Kraben Rahu (Manta Ray). Photo © Manta Ray Facebook Page

Manta Ray continues gliding

Phuttiphong Arunpheng's Kraben Rahu (Manta Ray) has become the highest-profile Thai title of the year. The film has had a busy film festival itinerary, beginning in Venice in early September, since showing in Toronto, San Sebastian, Busan, Vancouver, Pingyao (a new festival in China), and soon travelling to Thessaloniki in Greece, Cairo and many others.

Earlier this week the film received a nomination for Best Film at the Asia Pacific Screen Awards, a Unesco-endorsed film event in Brisbane that celebrates film culture in the region.

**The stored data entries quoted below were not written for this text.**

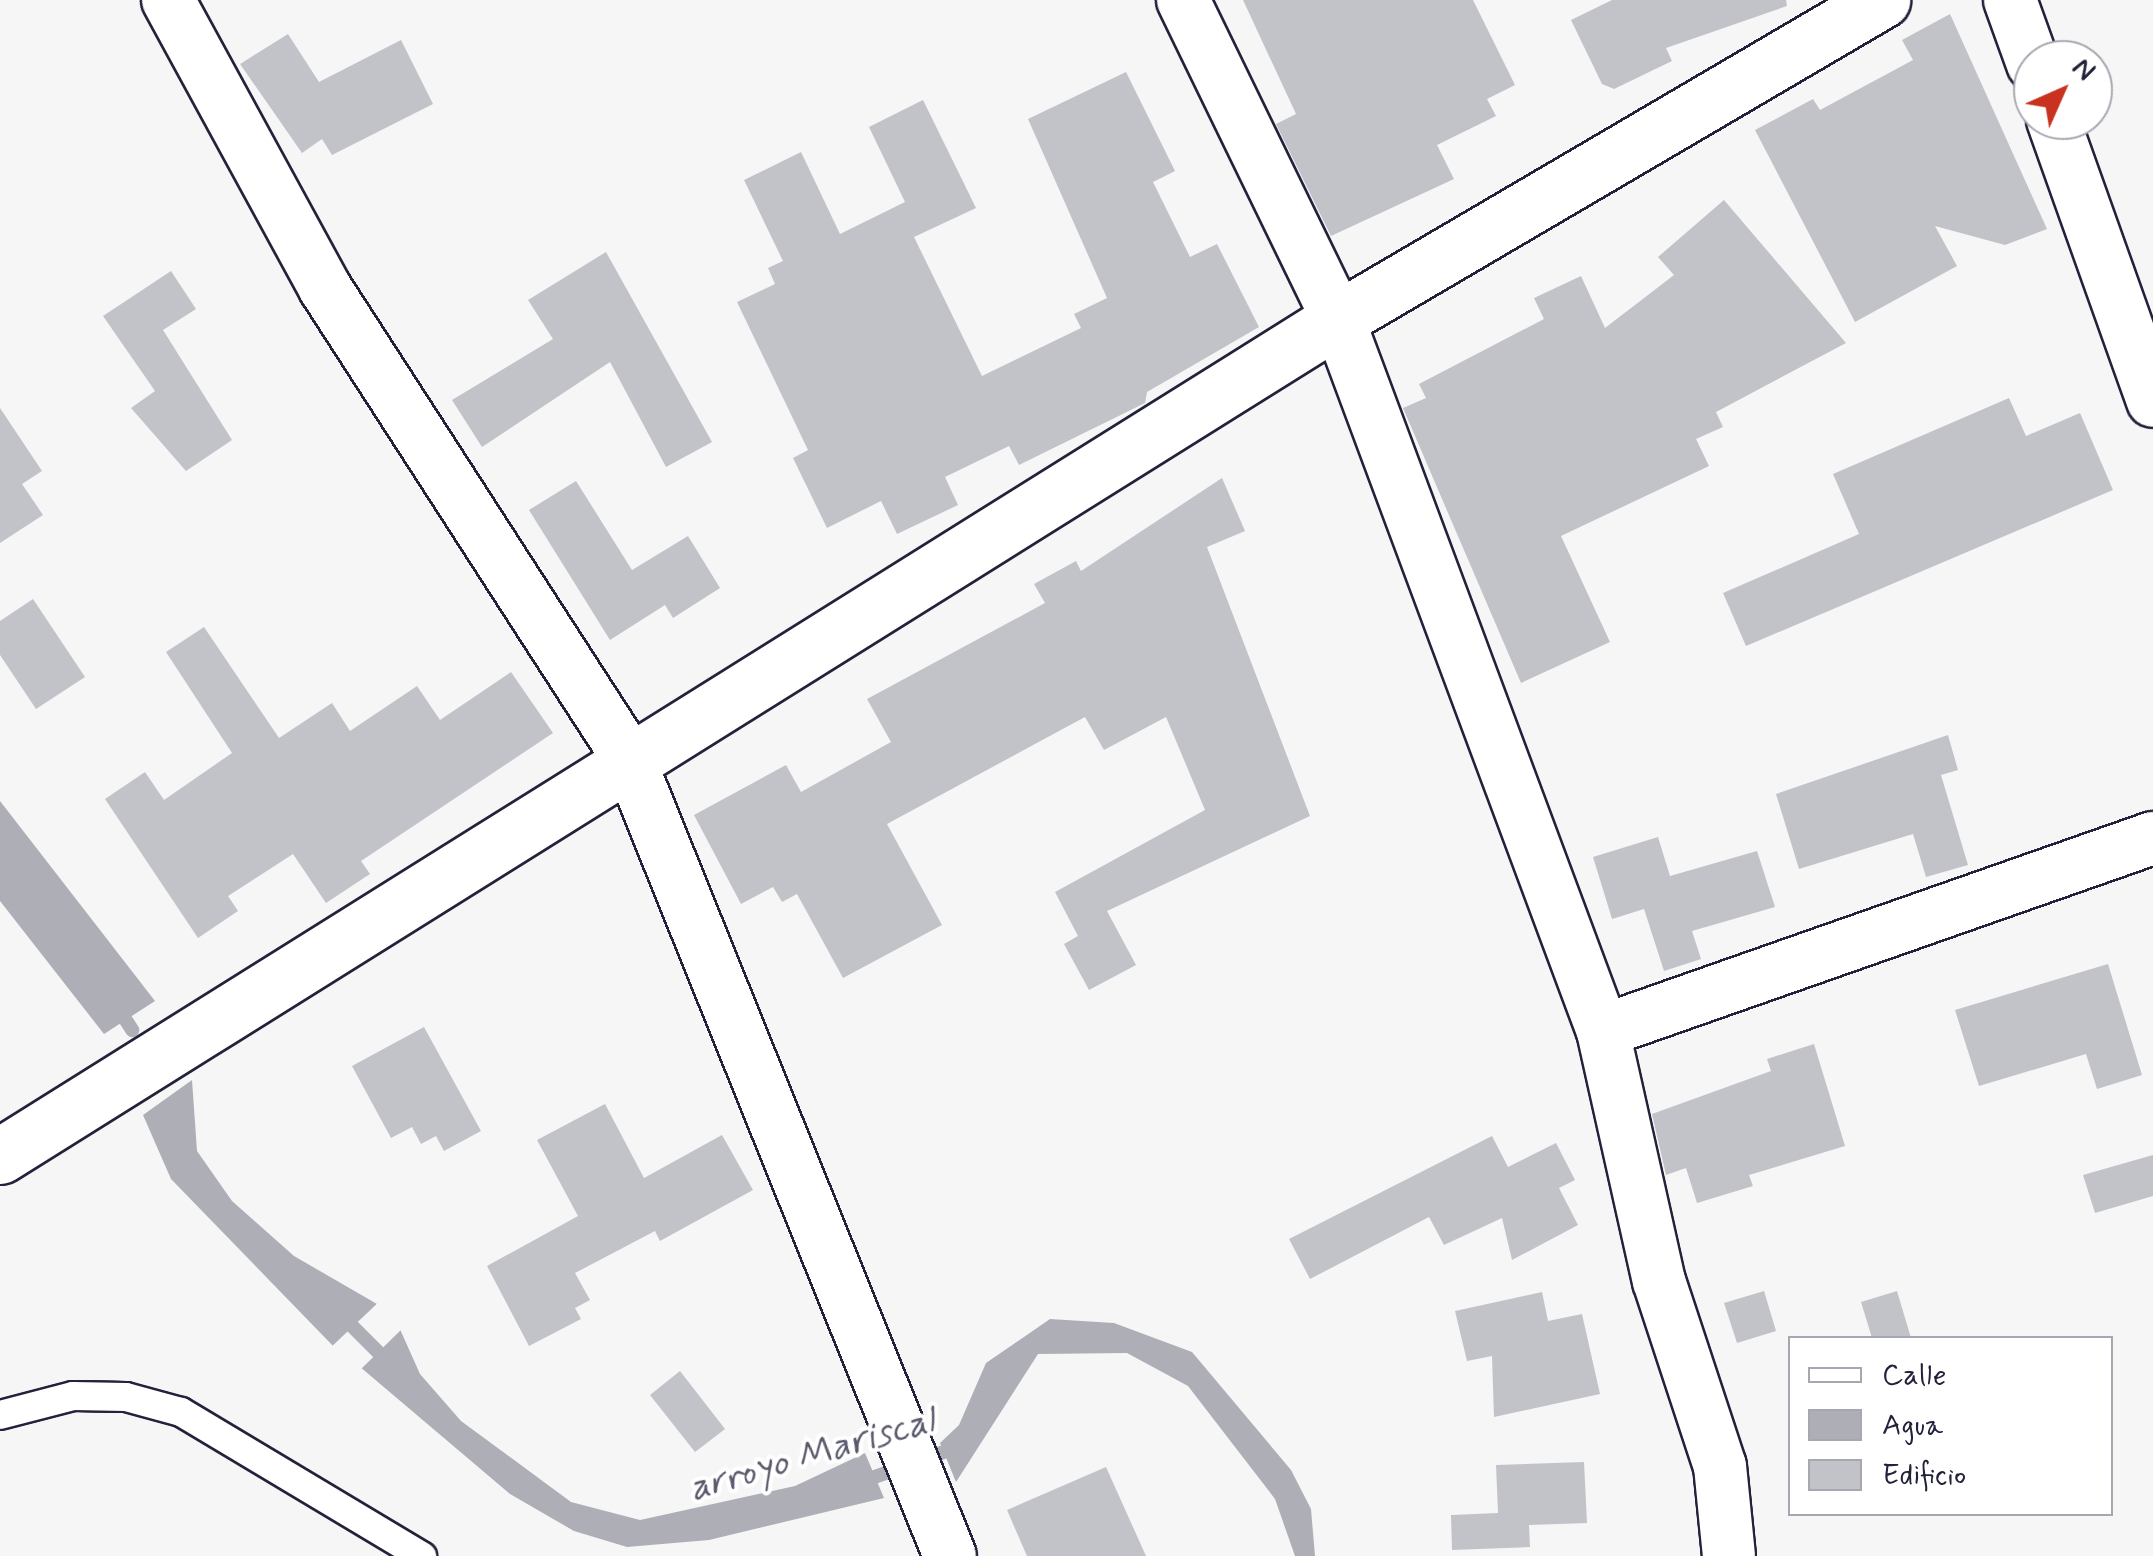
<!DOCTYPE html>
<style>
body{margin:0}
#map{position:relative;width:2153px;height:1556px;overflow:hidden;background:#f6f6f7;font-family:Mynerve,sans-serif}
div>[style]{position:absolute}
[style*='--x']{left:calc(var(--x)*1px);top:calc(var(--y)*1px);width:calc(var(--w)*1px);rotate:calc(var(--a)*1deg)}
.water>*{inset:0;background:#aeaeb7}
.pier>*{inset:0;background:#f6f6f7}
.stream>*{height:14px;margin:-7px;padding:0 7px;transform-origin:7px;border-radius:7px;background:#aeaeb7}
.building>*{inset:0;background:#c2c2c9}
.roads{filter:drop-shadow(2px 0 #22223b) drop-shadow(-2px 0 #22223b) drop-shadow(0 2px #22223b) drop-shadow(0 -2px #22223b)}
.lane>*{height:28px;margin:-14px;padding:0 14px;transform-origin:14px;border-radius:14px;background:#fff}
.street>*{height:52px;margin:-26px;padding:0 26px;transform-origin:26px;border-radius:26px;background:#fff}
.secondary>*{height:55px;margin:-27.5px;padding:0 27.5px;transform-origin:27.5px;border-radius:27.5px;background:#fff}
span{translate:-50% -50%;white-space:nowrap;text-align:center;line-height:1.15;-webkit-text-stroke:8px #fff;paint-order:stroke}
.water-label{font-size:38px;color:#5a5a6d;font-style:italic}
.legend{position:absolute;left:1788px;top:1336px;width:325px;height:180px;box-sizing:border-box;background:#fff;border:2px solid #a7a7b1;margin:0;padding:12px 18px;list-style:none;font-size:30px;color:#22223b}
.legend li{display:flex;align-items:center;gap:20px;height:50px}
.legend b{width:50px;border:2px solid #a7a7b1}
.north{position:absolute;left:2013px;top:40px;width:100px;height:100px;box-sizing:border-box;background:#fff;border:2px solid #a7a7b1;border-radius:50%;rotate:45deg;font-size:28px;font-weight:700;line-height:40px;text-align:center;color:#22223b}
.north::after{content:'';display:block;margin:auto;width:35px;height:45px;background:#c8321e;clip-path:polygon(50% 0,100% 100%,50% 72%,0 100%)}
</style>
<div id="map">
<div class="water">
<i style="clip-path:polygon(0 801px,155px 1001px,104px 1034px,0 901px)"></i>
<i style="clip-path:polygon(192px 1080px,197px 1151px,232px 1201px,294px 1256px,377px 1304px,336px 1349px,171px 1179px,143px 1115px)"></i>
<i style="clip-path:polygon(1050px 1319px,1114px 1323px,1192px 1352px,1291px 1470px,1311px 1509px,1315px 1556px,1295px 1556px,1275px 1499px,1188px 1386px,1127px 1353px,1038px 1354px,956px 1482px,940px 1443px,959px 1425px,986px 1363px)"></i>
<i style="clip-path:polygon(399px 1327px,420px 1374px,461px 1421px,571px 1502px,640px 1520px,795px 1486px,865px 1453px,884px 1498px,709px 1540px,627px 1547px,574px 1531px,510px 1494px,359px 1366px)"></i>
</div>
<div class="pier">
<i style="clip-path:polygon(381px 1300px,381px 1307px,333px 1353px,329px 1349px)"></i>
<i style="clip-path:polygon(396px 1323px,405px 1326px,358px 1372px,355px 1363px)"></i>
</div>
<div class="stream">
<i style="--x:116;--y:1005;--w:30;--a:57"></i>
<i style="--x:343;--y:1317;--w:64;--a:45"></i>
<i style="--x:858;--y:1483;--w:109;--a:-19.9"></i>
</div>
<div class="building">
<i style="clip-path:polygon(1243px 0,1473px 0,1515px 85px,1487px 99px,1496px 116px,1437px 145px,1454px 179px,1331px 236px,1276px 124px,1296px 114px)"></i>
<i style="clip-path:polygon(1612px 0,1786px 0,1787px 6px,1666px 48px,1672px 61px,1614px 89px,1602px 84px,1571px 20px)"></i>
<i style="clip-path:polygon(1950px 14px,2047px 229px,2005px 245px,1935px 226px,1957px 266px,1855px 322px,1755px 130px,1813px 99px,1820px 110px,1913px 60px,1902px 40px)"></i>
<i style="clip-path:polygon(288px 34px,319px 82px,401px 40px,433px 104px,332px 155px,322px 139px,302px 153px,240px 64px)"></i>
<i style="clip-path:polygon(1126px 72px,1175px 171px,1153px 182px,1190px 257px,1217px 244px,1259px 327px,1147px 392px,1145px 403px,1019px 465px,1009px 446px,945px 477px,958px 505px,897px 534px,881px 501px,827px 528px,793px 458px,808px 450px,737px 302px,775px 284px,768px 268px,783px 261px,744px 180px,801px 152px,840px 234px,905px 202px,869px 127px,923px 100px,976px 208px,914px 237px,982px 376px,1081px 328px,1074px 314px,1107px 298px,1028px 119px)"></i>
<i style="clip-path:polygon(1724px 200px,1846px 343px,1716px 412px,1723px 427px,1696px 439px,1709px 466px,1561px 536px,1610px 642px,1521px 683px,1403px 408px,1426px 398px,1419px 384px,1544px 319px,1534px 298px,1581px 276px,1605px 328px,1674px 275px,1658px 257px)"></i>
<i style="clip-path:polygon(606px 252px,712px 442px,666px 467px,610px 362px,482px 447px,452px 400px,553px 339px,528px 300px)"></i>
<i style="clip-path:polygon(171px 271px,196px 309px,163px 330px,232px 440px,186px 471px,131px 408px,155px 391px,103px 316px)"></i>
<i style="clip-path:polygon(2009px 398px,2026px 436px,2080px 413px,2113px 490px,1746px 646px,1723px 593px,1859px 534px,1833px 474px)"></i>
<i style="clip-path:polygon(0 408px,42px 471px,22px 484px,43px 515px,0 543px)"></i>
<i style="clip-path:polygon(1222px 478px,1245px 531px,1207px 547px,1310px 816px,1107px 911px,1136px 965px,1089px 990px,1064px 944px,1078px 936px,1055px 892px,1205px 810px,1166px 717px,1104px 750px,1085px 717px,887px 824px,942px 925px,843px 978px,797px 894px,782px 902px,773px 887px,741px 904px,694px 815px,786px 765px,801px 792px,891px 742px,867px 699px,1045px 603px,1034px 584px,1076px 561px,1081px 571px)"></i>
<i style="clip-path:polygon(576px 481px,632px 570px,688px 536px,720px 588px,673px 618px,665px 605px,610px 640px,529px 510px)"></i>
<i style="clip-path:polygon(33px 599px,85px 677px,36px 709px,0 655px,0 621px)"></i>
<i style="clip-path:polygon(204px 627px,279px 738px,332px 703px,350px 731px,417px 686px,440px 720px,511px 672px,553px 733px,361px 861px,370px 874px,326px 903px,293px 854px,228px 896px,238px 911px,198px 938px,105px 799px,145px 772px,164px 800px,232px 753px,166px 652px)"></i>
<i style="clip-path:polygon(1948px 735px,1958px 770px,1941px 775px,1968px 865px,1926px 877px,1913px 834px,1799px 869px,1776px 794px)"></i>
<i style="clip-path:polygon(1658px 837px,1670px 876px,1757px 851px,1775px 907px,1692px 931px,1701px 959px,1664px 971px,1644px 909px,1612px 919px,1593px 857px)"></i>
<i style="clip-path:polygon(2108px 964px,2142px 1075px,2097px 1089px,2086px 1054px,1979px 1086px,1955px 1010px)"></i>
<i style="clip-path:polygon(424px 1027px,481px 1131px,444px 1151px,436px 1136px,421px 1144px,412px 1127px,391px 1138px,352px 1066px)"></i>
<i style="clip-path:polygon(1814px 1044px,1845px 1146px,1749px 1175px,1753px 1186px,1697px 1203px,1686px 1168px,1666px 1175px,1652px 1114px,1771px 1071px,1767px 1059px)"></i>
<i style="clip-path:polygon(605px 1104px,644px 1178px,722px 1135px,753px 1190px,660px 1241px,655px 1231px,575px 1273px,590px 1300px,575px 1308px,581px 1319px,529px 1346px,487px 1266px,578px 1216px,537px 1140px)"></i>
<i style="clip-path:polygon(1492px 1136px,1508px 1167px,1556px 1143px,1575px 1180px,1559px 1188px,1578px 1225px,1512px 1260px,1502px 1218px,1444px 1245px,1429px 1217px,1310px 1279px,1289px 1239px)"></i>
<i style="clip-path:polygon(2153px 1155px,2153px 1196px,2095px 1213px,2083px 1175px)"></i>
<i style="clip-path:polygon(1764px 1291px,1776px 1331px,1737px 1343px,1724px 1303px)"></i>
<i style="clip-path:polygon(1897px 1291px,1911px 1338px,1872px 1338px,1861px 1302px)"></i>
<i style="clip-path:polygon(1542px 1292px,1548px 1321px,1582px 1314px,1600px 1394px,1494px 1417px,1492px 1356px,1467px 1361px,1455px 1311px)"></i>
<i style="clip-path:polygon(680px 1371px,725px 1429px,695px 1452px,650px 1395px)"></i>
<i style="clip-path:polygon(1584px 1462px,1587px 1523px,1529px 1525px,1530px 1547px,1452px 1550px,1451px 1515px,1498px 1513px,1496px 1465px)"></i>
<i style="clip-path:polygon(1106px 1467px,1146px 1556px,1027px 1556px,1007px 1510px)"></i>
</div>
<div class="roads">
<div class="lane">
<i style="--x:0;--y:1415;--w:75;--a:-14.6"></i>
<i style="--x:73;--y:1396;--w:53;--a:1.1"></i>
<i style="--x:126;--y:1397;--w:57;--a:15.3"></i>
<i style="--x:181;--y:1412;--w:281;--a:30.9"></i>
</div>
<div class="street">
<i style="--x:168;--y:0;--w:328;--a:61.4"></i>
<i style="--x:325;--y:288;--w:558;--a:57.14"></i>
<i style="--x:628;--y:757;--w:861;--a:68.05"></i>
<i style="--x:1183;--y:0;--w:355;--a:64.1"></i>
<i style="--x:1338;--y:319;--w:760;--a:69.59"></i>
<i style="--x:1603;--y:1031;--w:256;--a:77.4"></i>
<i style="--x:1659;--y:1281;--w:195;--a:71.8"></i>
<i style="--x:1720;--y:1466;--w:90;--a:84.3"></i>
<i style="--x:2010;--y:0;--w:68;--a:70.2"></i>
<i style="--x:2053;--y:120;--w:298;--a:70.4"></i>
<i style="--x:1603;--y:1031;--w:583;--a:-19.34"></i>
</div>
<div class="secondary">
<i style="--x:0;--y:1156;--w:1578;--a:-32.03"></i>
<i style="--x:1338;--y:319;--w:631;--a:-30.39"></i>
</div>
</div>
<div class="water-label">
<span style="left:812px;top:1455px;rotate:-16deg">arroyo Mariscal</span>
</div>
<ul class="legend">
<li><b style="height:12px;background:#fff"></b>Calle</li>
<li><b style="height:28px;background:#aeaeb7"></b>Agua</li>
<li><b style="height:28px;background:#c2c2c9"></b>Edificio</li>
</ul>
<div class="north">N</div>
</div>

Manta Ray is now competing for the highest honour, alongside other acclaimed Asian titles of the past months: Shoplifters from Japan, Burning from Korea, The Gentle Indifference Of The World from Kazakhstan, and Balangiga: Howling Wilderness from the Philippines.

Manta Ray has also been nominated for Best Cinematography (the cinematographer is Nawarophaat Rungphiboonsophit).

The film, offbeat and lyrical, tells the story of a fisherman in a coastal province, probably Ranong, who discovers an injured Rohingya man in a forest. The fisherman takes the man home, nurses him back to health, and names him Thongchai -- after the singer Thongchai McIntryre. But the fisherman has a side job, one that's uglier than his daily toiling in a fishing boat, and after he mysteriously disappears, Thongchai slowly takes over his life.

Manta Ray will open in Thailand early next year.